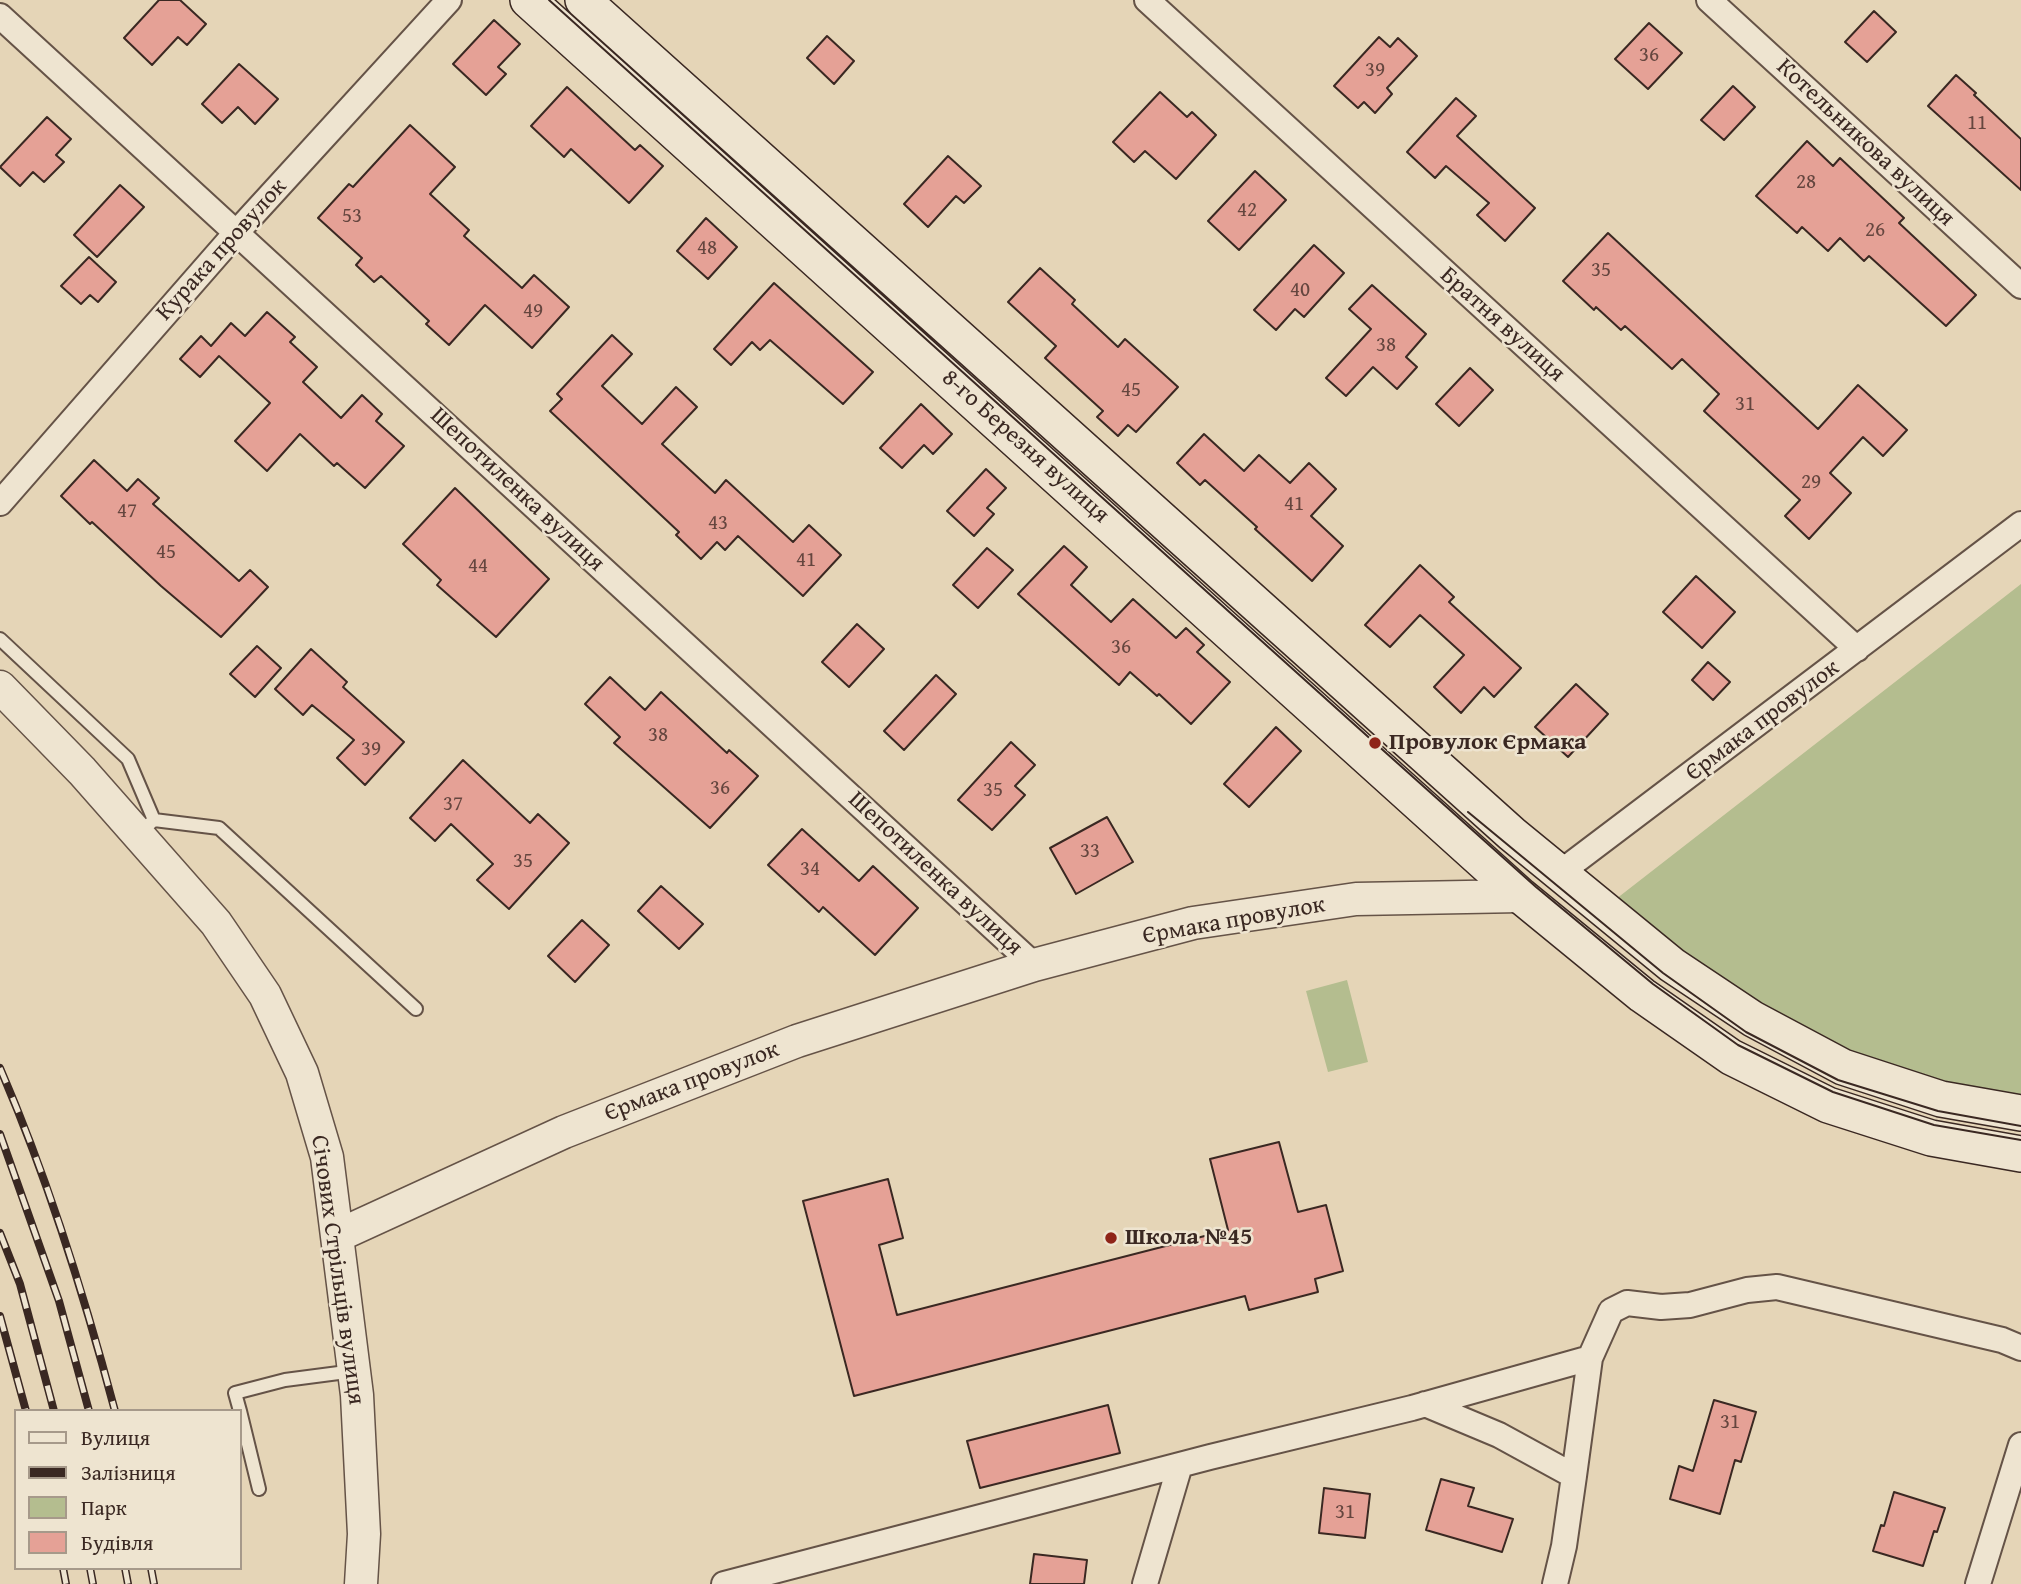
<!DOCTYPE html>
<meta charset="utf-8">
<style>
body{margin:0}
#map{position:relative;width:2021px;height:1584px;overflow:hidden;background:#e5d5b7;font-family:"Gentium Book Plus",serif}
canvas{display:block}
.legend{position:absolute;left:14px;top:1409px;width:228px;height:161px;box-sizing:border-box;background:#eee4d0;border:2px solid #a6998a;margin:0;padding:9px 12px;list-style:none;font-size:21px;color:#3a2822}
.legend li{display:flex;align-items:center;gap:14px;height:35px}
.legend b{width:35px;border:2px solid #a6998a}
</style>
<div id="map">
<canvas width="2021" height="1584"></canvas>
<ul class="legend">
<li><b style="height:9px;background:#eee4d0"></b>Вулиця</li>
<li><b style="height:9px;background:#3a2822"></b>Залізниця</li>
<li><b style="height:19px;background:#b4bd8f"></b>Парк</li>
<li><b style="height:19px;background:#e5a196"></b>Будівля</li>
</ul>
</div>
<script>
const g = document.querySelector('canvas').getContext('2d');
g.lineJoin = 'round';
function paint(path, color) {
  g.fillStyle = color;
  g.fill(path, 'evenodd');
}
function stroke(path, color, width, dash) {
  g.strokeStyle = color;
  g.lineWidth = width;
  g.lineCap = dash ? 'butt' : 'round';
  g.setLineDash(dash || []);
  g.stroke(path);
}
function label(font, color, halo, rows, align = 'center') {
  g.font = font + ' "Gentium Book Plus",serif';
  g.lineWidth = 5;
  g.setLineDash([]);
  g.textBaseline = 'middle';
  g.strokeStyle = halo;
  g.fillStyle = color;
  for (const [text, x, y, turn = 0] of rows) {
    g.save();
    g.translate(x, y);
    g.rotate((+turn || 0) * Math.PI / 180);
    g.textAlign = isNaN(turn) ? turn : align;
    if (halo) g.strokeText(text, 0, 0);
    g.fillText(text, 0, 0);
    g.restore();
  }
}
paint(new Path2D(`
 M2021,584v516l-78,-13 -95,-31 -89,-47 -79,-57 -64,-53z
 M1347,980l21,82 -40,10 -22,-81z`), '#b4bd8f');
const building = new Path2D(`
 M159,0h21l26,24 -19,21 -9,-8 -26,28 -28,-27z
 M1874,11l22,21 -29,30 -22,-20z
 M494,20l26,24 -22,23 8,7 -20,21 -33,-31z
 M1649,23l33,30 -34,36 -33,-30z
 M827,36l27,25 -20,23 -27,-26z
 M1379,37l11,10 8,-9 19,18 -30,32 5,6 -17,19 -11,-11 -6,6 -24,-22z
 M239,64l39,35 -23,25 -17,-17 -16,16 -20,-19z
 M1956,75l20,18 -2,2 47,44v51l-93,-84z
 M1733,86l22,21 -31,33 -23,-20z
 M567,87l68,63 5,-5 23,21 -34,37 -58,-54 -7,8 -33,-31z
 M1160,92l27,25 5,-5 24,23 -40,44 -31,-28 -11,11 -21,-20z
 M1456,98l20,18 -19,20 78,72 -30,33 -28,-26 12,-12 -43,-37 -11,12 -28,-26z
 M47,117l24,22 -15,16 8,7 -20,20 -11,-10 -13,14 -20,-19z
 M410,125l45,42 -25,27 39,36 -5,6 58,52 12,-13 35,32 -37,41 -47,-43 -36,40 -23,-21 3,-3 -48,-45 -7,6 -18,-17 6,-7 -44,-40 31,-34 4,3z
 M1807,141l26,25 7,-8 64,60 -5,5 77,72 -30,31 -77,-70 -5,5 -24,-23 -12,13 -26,-24 -5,6 -41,-37z
 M948,156l33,30 -17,17 -8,-7 -28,31 -24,-23z
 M1255,171l31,29 -47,50 -31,-29z
 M120,185l24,22 -47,50 -23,-22z
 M706,218l31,29 -29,32 -31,-28z
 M1608,233l210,196 40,-44 49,45 -24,26 -20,-19 -33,36 21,20 -42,46 -24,-23 15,-16 -96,-89 15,-17 -37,-35 -10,10 -47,-43 -4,4 -25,-23 -2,3 -31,-29z
 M1314,245l30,28 -40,44 -9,-8 -19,21 -22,-20z
 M89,257l27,25 -18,20 -8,-7 -9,9 -20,-18z
 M1040,268l35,32 -3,4 46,43 7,-8 53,48 -42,45 -8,-7 -10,11 -21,-19 6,-6 -58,-53 11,-12 -48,-44z
 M774,283l99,89 -30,32 -73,-64 -10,10 -8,-8 -21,23 -17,-16z
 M1372,285l54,49 -20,23 11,10 -20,22 -24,-22 -27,29 -20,-18 45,-49 -22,-20z
 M267,312l28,25 -5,5 27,25 -14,15 38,36 21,-23 20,19 -6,7 28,25 -39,42 -28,-25 -3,3 -34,-32 -33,37 -32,-30 35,-38 -51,-47 -19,21 -20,-18 21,-23 10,10 20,-23 14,13z
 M612,335l20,19 -30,32 40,38 34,-37 21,20 -35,37 53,49 11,-13 67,62 16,-17 32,30 -38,41 -65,-60 -13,14 -8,-8 -16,17 -25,-24 3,-3 -129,-121 12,-12 -5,-5z
 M1470,368l23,22 -34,36 -23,-22z
 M921,404l31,30 -19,20 -9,-9 -22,23 -22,-20z
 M1204,434l40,37 15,-16 31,28 19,-20 27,26 -25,27 32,30 -31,35 -57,-52 2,-2 -52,-47 -5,5 -23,-22z
 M94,460l33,31 11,-12 21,19 -6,6 86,77 11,-11 18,17 -47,50 -60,-51 -69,-64 -2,2 -29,-28z
 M986,469l20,19 -19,20 7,6 -20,22 -27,-25z
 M455,488l94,91 -53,58 -59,-52 4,-5 -38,-36z
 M1064,546l23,21 -16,18 40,37 22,-23 43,39 10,-10 18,17 -7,7 33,30 -39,42 -32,-30 -2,2 -27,-24 -11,13 -101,-91z
 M987,548l26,22 -35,38 -25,-23z
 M1420,565l34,32 -5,5 72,66 -27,29 -10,-10 -23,26 -27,-26 30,-32 -44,-40 -30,32 -25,-22z
 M1696,576l39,36 -33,36 -39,-36z
 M857,624l27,25 -35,38 -27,-25z
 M257,646l24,22 -26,29 -25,-23z
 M311,649l36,33 -4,5 61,55 -39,43 -28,-27 17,-18 -42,-35 -9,10 -28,-26z
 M1708,662l22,20 -17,18 -21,-20z
 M936,675l20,19 -52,56 -20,-19z
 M610,677l35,33 16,-18 66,61 2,-3 29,26 -48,52 -96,-85 6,-6 -35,-33z
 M1576,684l32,30 -40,43 -33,-30z
 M1276,727l25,24 -52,56 -25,-23z
 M1011,742l24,23 -20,21 10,9 -33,35 -34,-30z
 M463,760l67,63 8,-9 31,29 -60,66 -32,-29 16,-16 -42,-40 -16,17 -25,-23z
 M1107,817l26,45 -57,32 -26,-46z
 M802,829l57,52 14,-15 45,42 -43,47 -52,-48 -4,5 -51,-47z
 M661,886l42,38 -24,25 -41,-38z
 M582,920l27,25 -34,37 -27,-26z
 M1279,1142l19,70 28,-7 17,66 -28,8 3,13 -69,18 -4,-14 -391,100 -51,-195 85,-22 15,59 -24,7 18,70 331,-85 -18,-71z
 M1714,1400l42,12 -15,50 -6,-2 -15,54 -50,-15 9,-33 14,5z
 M1108,1405l12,48 -140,35 -13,-47z
 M1441,1479l33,9 -6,18 45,13 -11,33 -76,-22z
 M1324,1488l46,6 -5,44 -46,-5z
 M1894,1492l51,16 -8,24 -3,-1 -11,35 -50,-15 8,-26 3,1z
 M1034,1554l53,6 -3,24h-54z`);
paint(building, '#e5a196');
stroke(building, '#3a2822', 2);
const service = new Path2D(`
 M0,639l128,120 26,61
 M138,834l16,-14 65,8 197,181
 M240,1411l-5,-18 50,-13 69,-9
 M240,1411l19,78`);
const minor = new Path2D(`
 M1147,0l710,649
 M1709,0l312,286
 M0,16l1034,949
 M0,503l236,-270 213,-233
 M1561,872l460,-348
 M1425,1404l74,31 75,41 16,-118 21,-47 16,-8 34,4 29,-2 57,-15 30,-3 225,53 19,8
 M724,1584l486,-127 202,-49 178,-50
 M1145,1584l35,-119
 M1555,1584l9,-38 10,-70
 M1978,1584l43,-139`);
const tertiary = new Path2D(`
 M0,687l82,84 134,152 49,72 37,78 25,84 30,238 7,139 -3,50
 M337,1236l227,-104 233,-91 237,-76 159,-42 163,-24 165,-3`);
const secondary = new Path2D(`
 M528,0l993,896 121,99 89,62 97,48 103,33 90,16
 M583,0l929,834 160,131 81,54 90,48 98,32 80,14`);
stroke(service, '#655347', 16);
stroke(minor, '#655347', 28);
stroke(tertiary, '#655347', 35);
stroke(secondary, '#3a2822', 38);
stroke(service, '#eee4d0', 12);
stroke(minor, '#eee4d0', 24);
stroke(tertiary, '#eee4d0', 32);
stroke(secondary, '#eee4d0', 35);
stroke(new Path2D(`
 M549,0l826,743 161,144 117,97 85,61 95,47 101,33 87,15
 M1468,812l195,161 83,59 92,48 100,31 83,15`), '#3a2822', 2);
const rail = new Path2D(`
 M0,1068c48,111 84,226 115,343
 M0,1134l59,167 30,110
 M0,1233l20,51 34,127
 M0,1316l26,95
 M63,1568l3,16
 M90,1568l3,16
 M125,1568l3,16
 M151,1568l3,16`);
stroke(rail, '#3a2822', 8);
stroke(rail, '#eee4d0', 5, [16]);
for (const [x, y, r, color] of [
 [1375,743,7,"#8f2418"],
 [1111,1238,7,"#8f2418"]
]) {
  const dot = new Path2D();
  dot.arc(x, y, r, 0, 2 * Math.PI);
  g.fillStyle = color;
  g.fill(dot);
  stroke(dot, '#eee4d0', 2.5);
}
label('21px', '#65463f', null, [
 ["36",1649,56],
 ["39",1375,71],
 ["11",1977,124],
 ["28",1806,183],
 ["42",1247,211],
 ["53",352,217],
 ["26",1875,231],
 ["48",707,249],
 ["35",1601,271],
 ["40",1300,291],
 ["49",533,312],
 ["38",1386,346],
 ["45",1131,391],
 ["31",1745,405],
 ["29",1811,483],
 ["41",1294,505],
 ["47",127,512],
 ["43",718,524],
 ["45",166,553],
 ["41",806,561],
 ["44",478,567],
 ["36",1121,648],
 ["38",658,736],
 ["39",371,750],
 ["36",720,789],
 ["35",993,791],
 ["37",453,805],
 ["33",1090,852],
 ["35",523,862],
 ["34",810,870],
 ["31",1730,1423],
 ["31",1345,1513]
]);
label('24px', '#3a2822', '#eee4d0', [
 ["Котельникова вулиця",1865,143,43],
 ["Курака провулок",222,250,-48],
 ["Братня вулиця",1502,325,42],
 ["8-го Березня вулиця",1025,447,42],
 ["Шепотиленка вулиця",517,490,43],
 ["Єрмака провулок",1763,721,-37],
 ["Шепотиленка вулиця",935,874,43],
 ["Єрмака провулок",1234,921,-10],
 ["Єрмака провулок",692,1082,-21],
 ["Січових Стрільців вулиця",337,1270,82]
]);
label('bold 24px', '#3a2822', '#eee4d0', [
 ["Провулок Єрмака",1389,743],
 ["Школа №45",1125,1238]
], 'left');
</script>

■ **TASK INSTRUCTIONS**
Which lines of the material above hold the string "function"? Pull them out.

■ **RESPONSE**
function paint(path, color) {
function stroke(path, color, width, dash) {
function label(font, color, halo, rows, align = 'center') {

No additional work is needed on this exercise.